1. Norme sulla legittima difesa e il porto d’armi che puntano a trasformare Roma e Milano nei peggiori quartieri di Los Angeles e Chicago, facendo proprio il verbo di Donald Trump e della National rifles association, secondo il quale la sicurezza si ottiene armando i buoni contro i cattivi e vinca chi spara per primo.

2. Norme sui migranti che prevedono l’inattuabile rimpatrio di 500mila clandestini, la definitiva neutralizzazione dell’operato umanitario delle organizzazioni non governative e (più in generale) sempre minori garanzie per gli “stranieri” per togliere i diritti anche agli italiani purosangue.

3. Qualche limitatissima correzione per reddito ai disoccupati e pensioni, subordinatamente al recupero di risorse allo Stato inesistenti e che potrebbero essere trovate solo con l’introduzione della patrimoniale, il pieno ripristino della progressività fiscale costituzionalmente prevista e una seria lotta all’evasione. Altro che flat tax.

4. Su Europa, debito fuffa e vuoti proclami data l’evidente assenza di una seria strategia di contrapposizione alle élites finanziarie che dominano a Bruxelles. Certamente le ingerenze degli eurocrati vanno sempre e comunque condannate senza riserve, ma l’indignazione a buon mercato dei due compari pare piuttosto furbescamente mirata a ottenere il facile consenso di qualche cretino.

Quasi nulla sul Meridione e sui lavoratori che pure, presi da disperazione e per spernacchiare il calamitoso Matteo Renzi, avevano votato in massa per 5 stelle e Lega. Nulla di serio sulle grandi opere, a partire dalla Tav (anche qui è Salvini che domina), per non parlare di aspetti estremamente inquietanti sul piano istituzionale, come il “comitato di conciliazione” destinato a esautorare gli organi costituzionalmente previsti o la stessa evocazione della figura privatistica del contratto. Sullo sfondo – appollaiato sulla spalla di Salvini – resta Silvio Berlusconi, che vigilerà abilmente a risoluta tutela degli interessi forti di ogni genere e specie. A garanzia che nulla cambi (se non in peggio) per i ceti subalterni di ogni etnia e provenienza. Insomma, un disegno da combattere e da battere.
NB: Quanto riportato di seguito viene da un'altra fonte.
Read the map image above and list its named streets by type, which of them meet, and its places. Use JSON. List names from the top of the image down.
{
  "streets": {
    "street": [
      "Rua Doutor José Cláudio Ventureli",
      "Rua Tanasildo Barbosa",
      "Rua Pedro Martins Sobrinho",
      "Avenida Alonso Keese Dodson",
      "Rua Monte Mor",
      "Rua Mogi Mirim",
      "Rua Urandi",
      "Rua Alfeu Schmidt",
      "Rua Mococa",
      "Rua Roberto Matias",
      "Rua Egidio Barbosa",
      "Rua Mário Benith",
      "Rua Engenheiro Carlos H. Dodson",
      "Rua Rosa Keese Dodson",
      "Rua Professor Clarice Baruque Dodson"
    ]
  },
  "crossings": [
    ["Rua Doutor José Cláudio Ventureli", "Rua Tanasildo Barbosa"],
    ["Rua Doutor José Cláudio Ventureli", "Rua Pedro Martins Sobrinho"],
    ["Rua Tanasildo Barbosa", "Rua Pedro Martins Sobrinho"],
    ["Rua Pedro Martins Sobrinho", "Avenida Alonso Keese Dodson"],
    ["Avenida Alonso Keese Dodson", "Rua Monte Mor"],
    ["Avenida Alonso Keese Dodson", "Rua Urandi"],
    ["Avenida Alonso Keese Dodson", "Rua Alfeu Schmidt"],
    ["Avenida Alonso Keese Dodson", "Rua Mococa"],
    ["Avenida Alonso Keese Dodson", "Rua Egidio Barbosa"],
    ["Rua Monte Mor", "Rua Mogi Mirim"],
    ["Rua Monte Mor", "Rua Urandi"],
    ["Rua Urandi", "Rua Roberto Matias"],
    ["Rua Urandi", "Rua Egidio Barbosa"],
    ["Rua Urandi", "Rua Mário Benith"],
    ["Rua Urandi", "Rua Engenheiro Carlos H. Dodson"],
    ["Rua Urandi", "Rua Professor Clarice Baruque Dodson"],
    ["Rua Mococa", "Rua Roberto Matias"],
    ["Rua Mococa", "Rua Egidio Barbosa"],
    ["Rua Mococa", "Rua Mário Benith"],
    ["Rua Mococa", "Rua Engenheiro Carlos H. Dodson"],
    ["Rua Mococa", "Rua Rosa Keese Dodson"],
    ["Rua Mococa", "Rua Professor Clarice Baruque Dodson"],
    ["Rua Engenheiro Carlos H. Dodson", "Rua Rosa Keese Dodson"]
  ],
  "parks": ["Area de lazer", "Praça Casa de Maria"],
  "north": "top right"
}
Non mancano peraltro (come nel caso dell’acqua pubblica) taluni elementi positivi, per la cui concreta attuazione sono necessari la vigilanza del movimento di massa e il reperimento di risorse adeguate. Per far ciò ovviamente è anche indispensabile liquidare i residui putrescenti del renzismo e del gentilonismo, dal sonno della cui ragione e dalle cui imperdonabili malefatte è scaturito il mostruoso Salvimaio.